Ten kilometers away, a larger population of people- some estimate 60,000- are facing the same crippling daily battles of hunger, destituteness and mental stress in the sealed containment area and hotspot, Bapu Dham Colony.

“I lie awake at night thinking about what we will eat the next day. But I have gotten used to it now. Earlier there was some escape. I could walk down the street at least, but now they send us back to our homes even if we set a foot outside,” said Rohtas, a vegetable vendor who lives in Phase 1 of Bapu Dham Colony.

“Still I believe after the lockdown I can work really hard and get back on my feet. I can’t afford to lose faith now. I am sure everything will be back to normal soon, won’t it?” the vendor asked innocently, trying to speak above the clamor of a packed household full of children.
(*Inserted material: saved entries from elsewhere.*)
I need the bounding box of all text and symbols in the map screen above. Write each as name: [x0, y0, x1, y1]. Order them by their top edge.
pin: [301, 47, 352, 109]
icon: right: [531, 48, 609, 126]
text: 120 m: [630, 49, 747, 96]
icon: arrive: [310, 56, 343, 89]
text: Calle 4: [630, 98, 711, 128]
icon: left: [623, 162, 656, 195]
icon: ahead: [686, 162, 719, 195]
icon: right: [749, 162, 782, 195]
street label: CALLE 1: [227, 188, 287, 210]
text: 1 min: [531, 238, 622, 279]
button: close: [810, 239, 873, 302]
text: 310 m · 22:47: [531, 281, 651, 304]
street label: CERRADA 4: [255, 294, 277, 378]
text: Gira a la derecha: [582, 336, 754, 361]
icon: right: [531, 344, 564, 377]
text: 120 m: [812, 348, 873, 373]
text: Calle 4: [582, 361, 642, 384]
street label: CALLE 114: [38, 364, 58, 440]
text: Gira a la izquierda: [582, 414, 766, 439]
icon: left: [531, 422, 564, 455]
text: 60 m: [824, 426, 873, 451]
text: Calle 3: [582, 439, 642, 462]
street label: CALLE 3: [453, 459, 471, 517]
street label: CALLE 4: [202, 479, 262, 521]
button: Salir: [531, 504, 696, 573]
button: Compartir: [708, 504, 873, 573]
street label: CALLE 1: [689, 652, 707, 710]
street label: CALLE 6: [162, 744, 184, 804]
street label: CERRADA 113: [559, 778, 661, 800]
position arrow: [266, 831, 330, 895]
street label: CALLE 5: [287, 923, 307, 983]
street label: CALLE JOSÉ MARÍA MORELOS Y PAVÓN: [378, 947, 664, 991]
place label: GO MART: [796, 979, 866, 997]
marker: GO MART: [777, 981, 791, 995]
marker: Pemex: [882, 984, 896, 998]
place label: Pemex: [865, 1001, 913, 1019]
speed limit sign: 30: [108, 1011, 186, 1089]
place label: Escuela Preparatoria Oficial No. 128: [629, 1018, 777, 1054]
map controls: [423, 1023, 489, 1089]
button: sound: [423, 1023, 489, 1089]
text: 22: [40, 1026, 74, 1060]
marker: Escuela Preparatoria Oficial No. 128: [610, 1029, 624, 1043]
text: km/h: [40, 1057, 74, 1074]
Summarising the reason behind extreme anxiety in working class households, Dr Adarsh Kohli, a psychologist from PGIMER said that these people have been left with insurmountable challenges, compounded by no escape or avenue to vent.

“They are inside their dingy homes, cramped with so many others with limited amenities, fear of illness, anxiety about what’s going to happen, limited knowledge about its ways of spread, running around for rations, no food, no job, no money at hand, living from day to day, calling their employers enquiring about work, fearing that they might lose their jobs forever,” said Dr Kohli. He added that abuse, marital discord and fights with no recourse further augment their challenges due to the lockdown.

“Add to that the fact they have no outings, no diversion, no opportunity for catharsis, accompanied by anxiety, no social support, feelings of helplessness and a sword of Covid-19 hanging on their heads,” said the psychologist.
Back in Dhanas, this lack of an escape accompanied by mounting mental distress caused by an abusive relationship led to 23-year-old Neelam end her life.

“She always had this ex-boyfriend who was abusive. But since she went to work every day to a parlour, she was relatively happy. However, since the lockdown began, she seemed to be really perturbed. She was crying and fighting with everyone. Our financial woes didn’t help either,” said Neelam’s sister, Rekha, who is now left with three unemployed younger siblings to feed, and the Rs 5,000 salary earned by her aged mother as cleaning staff in a government institute.